Work task: From the top of the records below, return each line exactly, ending with the line that contains "position:absolute; left:1995px; top:1388px;".
[Data records — start]
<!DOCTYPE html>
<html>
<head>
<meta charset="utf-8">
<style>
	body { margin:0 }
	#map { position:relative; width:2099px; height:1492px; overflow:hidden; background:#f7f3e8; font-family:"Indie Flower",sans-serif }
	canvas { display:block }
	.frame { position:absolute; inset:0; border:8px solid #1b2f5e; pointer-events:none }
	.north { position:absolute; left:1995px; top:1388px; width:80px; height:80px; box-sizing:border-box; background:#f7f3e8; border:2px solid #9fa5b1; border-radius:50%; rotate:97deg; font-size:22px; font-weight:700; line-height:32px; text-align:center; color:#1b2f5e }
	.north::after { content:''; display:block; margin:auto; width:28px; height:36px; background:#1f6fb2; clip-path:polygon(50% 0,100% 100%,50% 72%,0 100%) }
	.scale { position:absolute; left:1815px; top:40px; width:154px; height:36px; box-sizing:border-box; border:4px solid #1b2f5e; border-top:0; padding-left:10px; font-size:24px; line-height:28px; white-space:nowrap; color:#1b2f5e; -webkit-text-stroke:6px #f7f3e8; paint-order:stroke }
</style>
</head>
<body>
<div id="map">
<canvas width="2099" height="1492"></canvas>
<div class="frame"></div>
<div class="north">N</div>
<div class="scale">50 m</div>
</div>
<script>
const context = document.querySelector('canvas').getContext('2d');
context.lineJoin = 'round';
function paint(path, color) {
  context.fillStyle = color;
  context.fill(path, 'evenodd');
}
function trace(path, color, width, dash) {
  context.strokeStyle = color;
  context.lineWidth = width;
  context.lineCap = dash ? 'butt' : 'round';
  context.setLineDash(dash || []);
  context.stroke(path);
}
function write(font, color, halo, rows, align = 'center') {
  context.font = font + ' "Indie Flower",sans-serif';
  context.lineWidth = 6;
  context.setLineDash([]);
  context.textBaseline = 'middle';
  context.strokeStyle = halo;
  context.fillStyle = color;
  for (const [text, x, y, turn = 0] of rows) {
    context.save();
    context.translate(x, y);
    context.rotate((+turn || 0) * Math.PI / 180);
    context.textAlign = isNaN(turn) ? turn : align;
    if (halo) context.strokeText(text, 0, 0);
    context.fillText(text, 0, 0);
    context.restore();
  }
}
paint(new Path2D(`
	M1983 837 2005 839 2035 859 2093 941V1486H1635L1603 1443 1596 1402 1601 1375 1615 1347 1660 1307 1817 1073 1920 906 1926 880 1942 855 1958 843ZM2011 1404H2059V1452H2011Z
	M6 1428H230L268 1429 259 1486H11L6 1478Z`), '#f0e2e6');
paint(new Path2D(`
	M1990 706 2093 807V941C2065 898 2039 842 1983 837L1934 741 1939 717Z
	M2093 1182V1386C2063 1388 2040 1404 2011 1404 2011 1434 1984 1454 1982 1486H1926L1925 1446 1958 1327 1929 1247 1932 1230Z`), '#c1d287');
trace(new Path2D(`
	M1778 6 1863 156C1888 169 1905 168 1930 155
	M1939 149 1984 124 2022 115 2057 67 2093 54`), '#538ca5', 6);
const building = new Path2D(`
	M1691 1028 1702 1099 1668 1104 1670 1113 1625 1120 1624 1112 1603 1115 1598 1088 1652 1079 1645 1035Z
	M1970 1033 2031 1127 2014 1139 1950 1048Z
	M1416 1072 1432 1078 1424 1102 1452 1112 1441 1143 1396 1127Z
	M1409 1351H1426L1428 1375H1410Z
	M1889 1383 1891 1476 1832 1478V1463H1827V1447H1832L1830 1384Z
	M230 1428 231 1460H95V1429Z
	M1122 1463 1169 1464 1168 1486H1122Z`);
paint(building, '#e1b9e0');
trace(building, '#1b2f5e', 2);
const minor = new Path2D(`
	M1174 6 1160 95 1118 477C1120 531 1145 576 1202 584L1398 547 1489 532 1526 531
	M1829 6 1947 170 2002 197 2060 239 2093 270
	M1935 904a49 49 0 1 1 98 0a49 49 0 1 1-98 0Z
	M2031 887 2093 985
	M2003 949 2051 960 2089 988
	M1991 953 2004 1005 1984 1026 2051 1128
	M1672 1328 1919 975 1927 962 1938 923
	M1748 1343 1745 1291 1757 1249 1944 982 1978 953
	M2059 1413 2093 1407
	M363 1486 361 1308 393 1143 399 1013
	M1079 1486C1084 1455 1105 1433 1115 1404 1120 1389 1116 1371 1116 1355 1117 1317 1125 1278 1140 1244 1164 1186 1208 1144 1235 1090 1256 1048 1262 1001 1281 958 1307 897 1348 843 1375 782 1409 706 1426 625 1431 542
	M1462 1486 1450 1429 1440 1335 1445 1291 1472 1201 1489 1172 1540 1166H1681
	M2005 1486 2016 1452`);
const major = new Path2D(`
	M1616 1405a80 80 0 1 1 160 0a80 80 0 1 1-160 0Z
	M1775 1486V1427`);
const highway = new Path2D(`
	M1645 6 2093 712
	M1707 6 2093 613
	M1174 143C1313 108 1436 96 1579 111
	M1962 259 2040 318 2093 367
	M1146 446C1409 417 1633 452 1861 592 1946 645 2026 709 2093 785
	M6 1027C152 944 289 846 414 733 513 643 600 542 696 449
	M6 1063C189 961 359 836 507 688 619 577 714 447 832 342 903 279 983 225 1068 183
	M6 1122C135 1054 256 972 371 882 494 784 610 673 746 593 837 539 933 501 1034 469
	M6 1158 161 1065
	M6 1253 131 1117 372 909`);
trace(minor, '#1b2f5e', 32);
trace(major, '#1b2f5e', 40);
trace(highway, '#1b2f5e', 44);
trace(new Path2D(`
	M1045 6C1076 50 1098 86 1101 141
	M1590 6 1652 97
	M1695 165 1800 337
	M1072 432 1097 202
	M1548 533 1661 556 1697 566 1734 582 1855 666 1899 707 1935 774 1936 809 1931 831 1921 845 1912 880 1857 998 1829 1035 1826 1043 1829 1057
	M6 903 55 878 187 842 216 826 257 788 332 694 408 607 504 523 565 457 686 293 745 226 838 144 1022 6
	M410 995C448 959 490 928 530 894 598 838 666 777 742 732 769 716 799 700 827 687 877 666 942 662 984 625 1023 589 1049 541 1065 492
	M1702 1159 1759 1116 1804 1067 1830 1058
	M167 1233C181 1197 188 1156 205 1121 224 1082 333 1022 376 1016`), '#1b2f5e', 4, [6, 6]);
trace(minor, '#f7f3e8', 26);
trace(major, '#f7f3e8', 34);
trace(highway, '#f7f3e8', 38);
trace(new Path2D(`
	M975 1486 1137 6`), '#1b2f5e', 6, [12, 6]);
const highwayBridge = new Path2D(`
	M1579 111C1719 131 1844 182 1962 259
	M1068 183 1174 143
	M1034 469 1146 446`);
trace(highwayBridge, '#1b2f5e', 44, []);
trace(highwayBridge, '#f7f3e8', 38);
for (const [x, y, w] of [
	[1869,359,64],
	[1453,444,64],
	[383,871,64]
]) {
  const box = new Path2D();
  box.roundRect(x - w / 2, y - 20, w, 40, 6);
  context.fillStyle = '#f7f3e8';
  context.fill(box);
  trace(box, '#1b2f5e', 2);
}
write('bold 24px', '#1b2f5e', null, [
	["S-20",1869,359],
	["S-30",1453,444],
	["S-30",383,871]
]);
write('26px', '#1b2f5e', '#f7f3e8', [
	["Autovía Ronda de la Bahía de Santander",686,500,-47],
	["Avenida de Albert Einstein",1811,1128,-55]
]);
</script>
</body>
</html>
[Data records — finish]
Solution below:
<!DOCTYPE html>
<html>
<head>
<meta charset="utf-8">
<style>
	body { margin:0 }
	#map { position:relative; width:2099px; height:1492px; overflow:hidden; background:#f7f3e8; font-family:"Indie Flower",sans-serif }
	canvas { display:block }
	.frame { position:absolute; inset:0; border:8px solid #1b2f5e; pointer-events:none }
	.north { position:absolute; left:1995px; top:1388px; width:80px; height:80px; box-sizing:border-box; background:#f7f3e8; border:2px solid #9fa5b1; border-radius:50%; rotate:97deg; font-size:22px; font-weight:700; line-height:32px; text-align:center; color:#1b2f5e }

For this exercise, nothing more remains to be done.